[Records for processing]
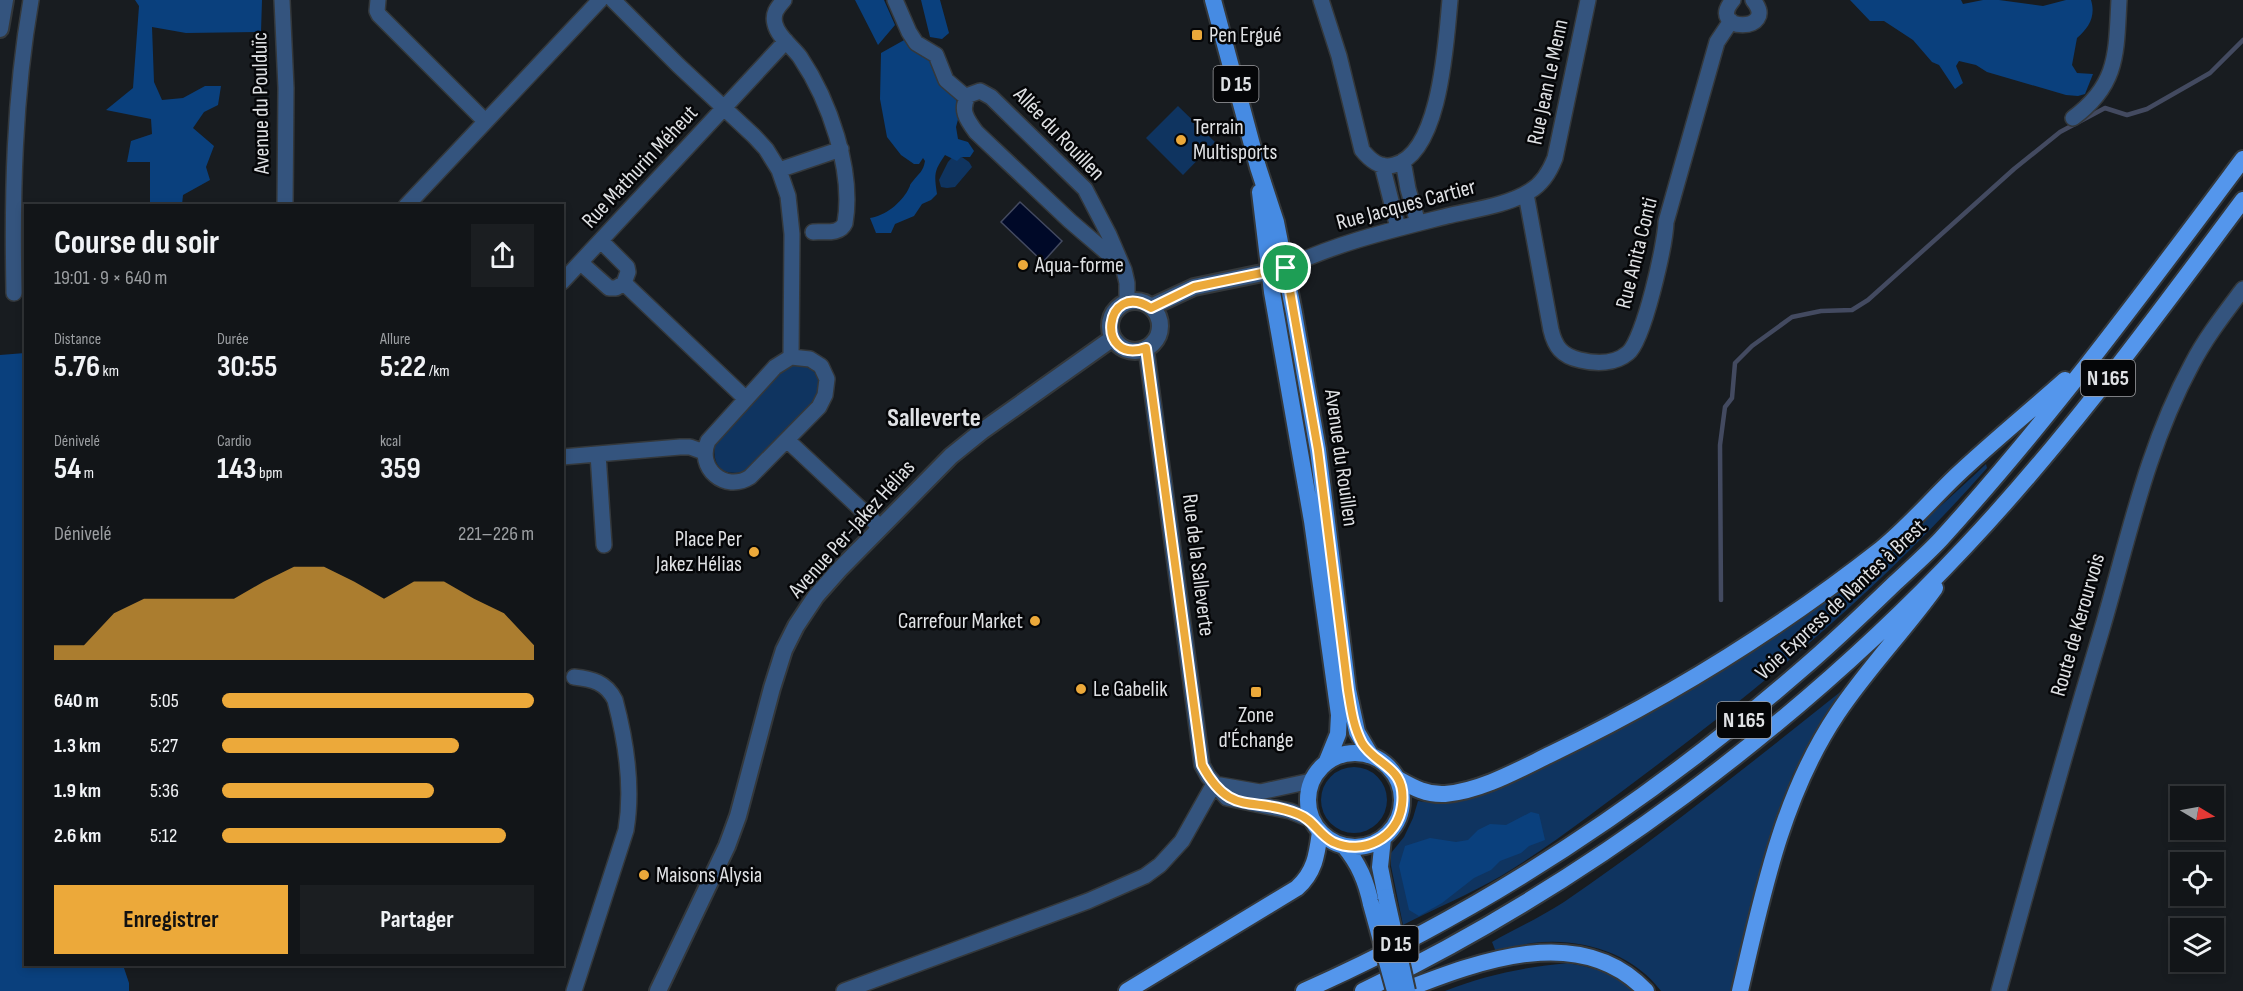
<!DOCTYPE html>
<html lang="fr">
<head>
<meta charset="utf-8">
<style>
  body { margin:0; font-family:"Sofia Sans Condensed",sans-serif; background:#1b1e21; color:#f1f3f6; height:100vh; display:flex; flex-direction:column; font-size:22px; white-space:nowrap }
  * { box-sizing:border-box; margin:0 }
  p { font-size:20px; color:#9c9fa2 }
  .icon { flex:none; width:33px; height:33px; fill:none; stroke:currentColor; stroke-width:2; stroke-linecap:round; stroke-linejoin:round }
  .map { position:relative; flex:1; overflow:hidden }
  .sheet { position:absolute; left:24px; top:204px; width:540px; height:762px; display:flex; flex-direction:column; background:#121518; border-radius:0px; box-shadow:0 3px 9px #0003,0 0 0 2px #313437 }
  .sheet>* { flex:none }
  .needle { width:39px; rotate:100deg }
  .buttons { position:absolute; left:2170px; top:786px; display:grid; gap:12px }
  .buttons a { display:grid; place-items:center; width:54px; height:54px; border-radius:0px; background:#121518; box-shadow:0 3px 9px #0003,0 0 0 2px #313437; font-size:30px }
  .pin { position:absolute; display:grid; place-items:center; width:51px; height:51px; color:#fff; margin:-26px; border:3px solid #fff; border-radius:50%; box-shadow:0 2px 6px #0007 }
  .round { display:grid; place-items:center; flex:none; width:63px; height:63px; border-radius:0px; background:#1b1e21 }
  .head { display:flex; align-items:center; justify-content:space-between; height:102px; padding:0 30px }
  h1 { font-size:33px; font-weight:700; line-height:45px }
  .figures { display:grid; grid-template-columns:repeat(3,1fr); gap:9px; height:102px; padding:6px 30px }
  .figures div { display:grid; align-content:center }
  .figures b { font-size:30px; font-weight:700 }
  .figures small { font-size:16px; font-weight:400 }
  .figures p { font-size:16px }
  .chart { height:168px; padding:12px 30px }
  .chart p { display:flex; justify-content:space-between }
  .chart svg { width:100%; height:108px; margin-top:6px; fill:#eca93a; opacity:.7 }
  .button { display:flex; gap:12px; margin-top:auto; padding:12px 30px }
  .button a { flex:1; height:69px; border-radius:0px; background:#eca93a; color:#111; font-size:24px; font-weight:700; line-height:69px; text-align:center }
  .button a+a { background:#1b1e21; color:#f1f3f6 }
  ul { padding:0 30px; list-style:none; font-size:20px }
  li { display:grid; grid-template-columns:96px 72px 1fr; align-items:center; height:45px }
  li i { height:15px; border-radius:8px; background:#eca93a }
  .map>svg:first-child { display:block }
  .green { fill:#0f3460 }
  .forest { fill:#0a407d }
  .water { fill:#000928; stroke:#434a60; stroke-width:1.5 }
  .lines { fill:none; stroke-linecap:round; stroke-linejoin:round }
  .stream { stroke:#434a60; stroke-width:4.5 }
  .minor-casing { stroke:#34383b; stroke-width:18 }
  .tertiary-casing { stroke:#34383b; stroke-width:20 }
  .primary-casing { stroke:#34383b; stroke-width:20 }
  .trunk-casing { stroke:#34383b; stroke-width:20 }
  .minor { stroke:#34547e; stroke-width:15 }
  .tertiary { stroke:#34547e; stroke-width:16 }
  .primary { stroke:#468be3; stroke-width:16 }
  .trunk { stroke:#5496ec; stroke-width:16 }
  .primary-bridge-casing { stroke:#34383b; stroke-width:20; stroke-linecap:butt }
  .primary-bridge { stroke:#468be3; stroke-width:16 }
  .route-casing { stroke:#fff; stroke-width:12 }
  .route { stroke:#eca93a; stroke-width:8 }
  .poi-dot { fill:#eca93a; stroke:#050608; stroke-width:2 }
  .labels { text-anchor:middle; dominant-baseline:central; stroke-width:5; stroke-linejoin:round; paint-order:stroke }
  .shield { fill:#050608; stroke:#9e9fa2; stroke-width:1.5 }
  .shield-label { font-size:21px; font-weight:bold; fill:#dfe1e4 }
  .poi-label { font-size:22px; fill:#dfe1e4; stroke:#050608; text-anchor:start }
  .street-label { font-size:22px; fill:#dfe1e4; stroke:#050608 }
  .quarter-label { font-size:26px; font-weight:bold; fill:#dfe1e4; stroke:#050608 }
</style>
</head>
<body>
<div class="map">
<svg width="2243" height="991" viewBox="0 0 2243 991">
  <rect width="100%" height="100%" fill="#181c20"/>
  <!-- green -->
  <path class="green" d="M1178,106l37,36 -32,33 -37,-37z
    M956,153l13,9 3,5 -17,20 -8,1 -6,-1 -2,-7 9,-18z
    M796,364c21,2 27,14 20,34l-70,73c-25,7 -36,-7 -30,-31l69,-72z
    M1986,464l1,4c-100,114 -213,209 -334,300 -50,37 -99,76 -152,108 -31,18 -65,32 -98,49l-12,-59v-13l13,-16 9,-19 5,-17c7,1 15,2 23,1 40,-5 95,-32 131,-50 157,-76 288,-168 414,-288z
    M1844,689l-20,30 -31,55 -21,58 -20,72 -20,87h-71c-29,-39 -82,-54 -129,-48 -12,2 -24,6 -36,9l-4,-10c23,-13 49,-25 72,-40 97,-66 188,-140 280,-213z
    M1321 800a33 33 0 1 1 66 0a33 33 0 1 1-66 0Z
    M1568,963c24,5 50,9 67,28h-190c40,-16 80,-24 123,-28z"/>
  <!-- forest -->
  <path class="forest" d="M135,0h127l-1,32 -75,1 -34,-6 2,55 8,18 21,-2 22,-12h16l-3,19 -14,7 -11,16 21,18 -8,21 4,13 -27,15 -1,10h-32v-43h-23l4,-21 21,-7 -1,-15 -45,-9 27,-22 6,-82z
    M855,0h29l11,25 -17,20z
    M921,0h19l9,33 -7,6 -12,-2z
    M1850,0h111l2,4 20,-4h16l44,6 23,-6h25c5,16 -2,28 -14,38l-5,27 5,8 16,1 -8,20 -7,2 -12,-1 -79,-23 -11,-7 -17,-4 -3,5 7,17 -8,6 -16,-24 -7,-3 -19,-22 -29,-19h-14z
    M906,39l13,14 13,10 6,18 18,18 4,13 -4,15 2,12 10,3 6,9 -4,6h-9l-4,4 -12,-6c-11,16 -11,19 -8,39l-6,6 -9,4 -8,12 -19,8 -4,9h-15l-6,-15c15,-2 31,-15 38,-28 4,-7 0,-3 5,-9 6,-8 10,-9 12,-20l-2,-3 -4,6h-5l-13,-9 -14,-18 -7,-38 1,-46z
    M25,353l1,611 97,1 6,18v8h-129v-636z
    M1531,812l8,2 6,26 -16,6 -8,7 -21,8 -9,9 -17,8 -32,25 -23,13 -10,-6 -10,-44 6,-20 25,-8 26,4 12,-2 10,-10 12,-6 16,1z"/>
  <!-- water -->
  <path class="water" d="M1020,202l42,39 -19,21 -42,-40z"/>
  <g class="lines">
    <!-- stream -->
    <path class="stream" d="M1721,600l-1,-155 5,-38 7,-9 3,-35 17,-17 40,-29 29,-6 31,-1 16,-10 146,-131 46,-37 45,-24 22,7 20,-6 63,-36 33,-33"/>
    <defs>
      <path id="minor" d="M282,0l4,88 -1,118
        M378,0l-1,11 2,4 106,106
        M613,0l65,65 76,71 12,13 13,21 9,26 4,38 -1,123
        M784,0c-6,7 -12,13 -9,24 3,13 17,22 25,33 29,43 54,113 45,166 -5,12 -21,8 -32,9
        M895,0l14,32 7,11 20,12 10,25 21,18
        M1321,0l18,56 23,94c8,10 18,19 32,15 47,-12 52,-125 56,-165
        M1733,0c-28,33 47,33 20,0
        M2073,118c46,-34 43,-66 46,-118
        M1403,161l5,28 10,34
        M1382,165l16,63
        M779,170l62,-21
        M1526,194l25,136c4,17 11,26 29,30 16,4 35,4 48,-7 16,-13 37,-108 38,-131l51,-180 14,-21
        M406,206l194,-206
        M601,241l26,26 1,5 -4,11 122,116
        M581,263l28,25h7l8,-5
        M1119,263l-49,-42 -94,-89c-9,-12 -17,-23 -7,-37l11,-4 11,6 94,92 24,46 15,35 3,13v19
        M1285,268c51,-25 107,-38 162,-52 25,-6 62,-11 83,-25 12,-7 20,-20 25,-33l33,-158
        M562,282l224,-241
        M14,293c-2,-98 0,-196 17,-293
        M1146,348l56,417 6,11 19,22 63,13 22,9
        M791,357l19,2 11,7 6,13 -2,16 -6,12 -69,70c-25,16 -54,-9 -42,-36l67,-74z
        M787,440l93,87
        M598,454l6,91
        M562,457l118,-10h10l14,5
        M574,677c18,2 32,5 41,23 11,41 18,88 11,130l-52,161
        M1214,784l46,8 51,-11
        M844,991l244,-90 57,-25 15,-11 22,-24 32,-57
        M1999,991c33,-121 67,-242 103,-362 27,-92 44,-180 90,-265 14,-27 33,-51 51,-75"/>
      <path id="tertiary" d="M0,29l5,-29
        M1110 326a25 25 0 1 1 50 0a25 25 0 1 1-50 0Z
        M1151,307l43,-20 88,-18
        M658,991l69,-145 11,-30 34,-128 12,-38 12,-24 20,-30 23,-26 112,-114 31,-25 131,-93"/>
      <path id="primary" d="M1213,0l45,167 18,55 18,91 24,137 30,240 9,42 13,22
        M1260,192l12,100 40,229 27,194 -1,19 -11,27
        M1308 800a47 47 0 1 1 94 0a47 47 0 1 1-94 0Z
        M1383,838l-3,29 6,30
        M1344,846c15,18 22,35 27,58"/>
      <path id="trunk" d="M1398,779c16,9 29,16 47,15 36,-3 73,-24 106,-40 117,-56 228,-125 330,-205 27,-22 50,-49 75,-73 35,-33 73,-64 109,-96
        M1127,991l170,-103c18,-16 20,-34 23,-56
        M1304,991c182,-81 347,-191 497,-321 33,-28 63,-57 94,-87 15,-14 32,-29 46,-44 109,-120 205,-250 302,-380
        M1363,991c220,-106 435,-266 602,-444 102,-108 189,-228 278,-347
        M1402,991c75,-29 178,-70 244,0
        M1740,991c22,-95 42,-195 97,-277 30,-45 67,-83 98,-126"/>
    </defs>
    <!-- minor casing -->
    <use href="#minor" class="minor-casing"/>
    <!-- tertiary casing -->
    <use href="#tertiary" class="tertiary-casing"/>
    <!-- primary casing -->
    <use href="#primary" class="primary-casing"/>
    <!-- trunk casing -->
    <use href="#trunk" class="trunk-casing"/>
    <!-- minor -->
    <use href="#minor" class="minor"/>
    <!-- tertiary -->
    <use href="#tertiary" class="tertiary"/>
    <!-- primary -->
    <use href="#primary" class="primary"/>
    <!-- trunk -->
    <use href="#trunk" class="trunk"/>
    <defs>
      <path id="primary-bridge" d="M1386,897l21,94
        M1371,904l24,87"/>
    </defs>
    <!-- primary-bridge casing -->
    <use href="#primary-bridge" class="primary-bridge-casing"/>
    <!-- primary-bridge -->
    <use href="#primary-bridge" class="primary-bridge"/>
  </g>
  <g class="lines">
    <defs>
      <path id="route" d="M1286,268l32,182 30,240c3,18 5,36 14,53 14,23 45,23 40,62 -4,33 -39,51 -69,37 -15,-8 -19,-22 -35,-28 -45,-19 -67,5 -96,-49l-56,-417c-52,18 -42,-70 5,-40l43,-21z"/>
    </defs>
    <!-- route casing -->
    <use href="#route" class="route-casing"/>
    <!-- route -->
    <use href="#route" class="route"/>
  </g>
  <!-- markers -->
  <g class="poi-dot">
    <rect x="1191" y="29" width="12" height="12" rx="3"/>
    <circle cx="1181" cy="140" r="6"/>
    <circle cx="1023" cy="265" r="6"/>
    <circle cx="754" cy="552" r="6"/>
    <circle cx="1035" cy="621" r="6"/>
    <circle cx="1081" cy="689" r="6"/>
    <rect x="1250" y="686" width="12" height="12" rx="3"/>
    <circle cx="644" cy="875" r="6"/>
  </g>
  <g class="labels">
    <!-- shield labels -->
    <g class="shield">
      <rect x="1213.5" y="66" width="45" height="36" rx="4.5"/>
      <rect x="2081" y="360" width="54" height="36" rx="4.5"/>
      <rect x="1717" y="702" width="54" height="36" rx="4.5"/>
      <rect x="1373.5" y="926" width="45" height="36" rx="4.5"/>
    </g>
    <g class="shield-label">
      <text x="1236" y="84">D 15</text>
      <text x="2108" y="378">N 165</text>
      <text x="1744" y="720">N 165</text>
      <text x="1396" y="944">D 15</text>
    </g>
    <!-- poi labels -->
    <g class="poi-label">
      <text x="1209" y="35">Pen Ergué</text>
      <text x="1193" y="127">Terrain<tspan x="1193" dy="25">Multisports</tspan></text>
      <text x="1035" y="265">Aqua-forme</text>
      <text x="742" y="539" text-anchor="end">Place Per<tspan x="742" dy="25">Jakez Hélias</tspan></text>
      <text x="1023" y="621" text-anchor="end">Carrefour Market</text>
      <text x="1093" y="689">Le Gabelik</text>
      <text x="1256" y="715" text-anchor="middle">Zone<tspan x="1256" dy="25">d'Échange</tspan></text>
      <text x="656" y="875">Maisons Alysia</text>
    </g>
    <!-- street labels -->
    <g class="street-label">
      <text transform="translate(1548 82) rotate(-78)">Rue Jean Le Menn</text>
      <text transform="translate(261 103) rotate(-91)">Avenue du Poulduïc</text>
      <text transform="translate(1059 134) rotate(46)">Allée du Rouillen</text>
      <text transform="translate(640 167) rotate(-47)">Rue Mathurin Méheut</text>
      <text transform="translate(1406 205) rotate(-15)">Rue Jacques Cartier</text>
      <text transform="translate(1637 253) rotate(-76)">Rue Anita Conti</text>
      <text transform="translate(1341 458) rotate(82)">Avenue du Rouillen</text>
      <text transform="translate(852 529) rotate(-48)">Avenue Per-Jakez Hélias</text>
      <text transform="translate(1198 565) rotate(83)">Rue de la Salleverte</text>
      <text transform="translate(1841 600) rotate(-43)">Voie Express de Nantes à Brest</text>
      <text transform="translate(2078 625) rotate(-74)">Route de Kerourvois</text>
    </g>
    <!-- quarter labels -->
    <g class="quarter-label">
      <text x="934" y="418">Salleverte</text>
    </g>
  </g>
</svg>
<div class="buttons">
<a><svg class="needle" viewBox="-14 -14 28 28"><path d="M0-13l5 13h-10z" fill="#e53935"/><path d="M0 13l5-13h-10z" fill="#9c9fa2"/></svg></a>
<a><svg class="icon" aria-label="locate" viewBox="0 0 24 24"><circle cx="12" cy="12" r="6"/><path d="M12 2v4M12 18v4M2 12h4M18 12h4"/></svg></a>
<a><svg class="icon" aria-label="layers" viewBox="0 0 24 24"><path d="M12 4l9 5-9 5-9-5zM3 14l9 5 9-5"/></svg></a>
</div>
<div class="pin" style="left:1286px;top:268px;background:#1e9e55"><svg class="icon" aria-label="arrive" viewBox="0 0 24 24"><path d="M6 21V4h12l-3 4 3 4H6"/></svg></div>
<section class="sheet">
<div class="head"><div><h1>Course du soir</h1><p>19:01 · 9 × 640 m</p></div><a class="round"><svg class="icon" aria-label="share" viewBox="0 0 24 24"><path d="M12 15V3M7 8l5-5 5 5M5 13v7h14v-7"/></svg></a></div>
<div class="figures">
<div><p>Distance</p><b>5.76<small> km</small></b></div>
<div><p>Durée</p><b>30:55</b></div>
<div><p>Allure</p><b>5:22<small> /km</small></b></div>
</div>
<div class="figures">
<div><p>Dénivelé</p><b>54<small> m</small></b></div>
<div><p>Cardio</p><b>143<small> bpm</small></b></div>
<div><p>kcal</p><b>359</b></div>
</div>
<div class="chart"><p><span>Dénivelé</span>221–226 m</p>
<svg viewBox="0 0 160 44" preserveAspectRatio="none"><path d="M0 44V38L10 38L20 25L30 19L40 19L50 19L60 19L70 12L80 6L90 6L100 12L110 19L120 12L130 12L140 19L150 25L160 38V44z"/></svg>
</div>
<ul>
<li><b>640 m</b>5:05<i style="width:100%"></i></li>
<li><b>1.3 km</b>5:27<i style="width:76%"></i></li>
<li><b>1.9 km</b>5:36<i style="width:68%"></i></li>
<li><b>2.6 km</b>5:12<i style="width:91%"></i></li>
</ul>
<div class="button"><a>Enregistrer</a><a>Partager</a></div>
</section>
</div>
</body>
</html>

[Exercise goal] In the listing above, locate each line with "Dénivelé" and copy it.

[Written response]
<div><p>Dénivelé</p><b>54<small> m</small></b></div>
<div class="chart"><p><span>Dénivelé</span>221–226 m</p>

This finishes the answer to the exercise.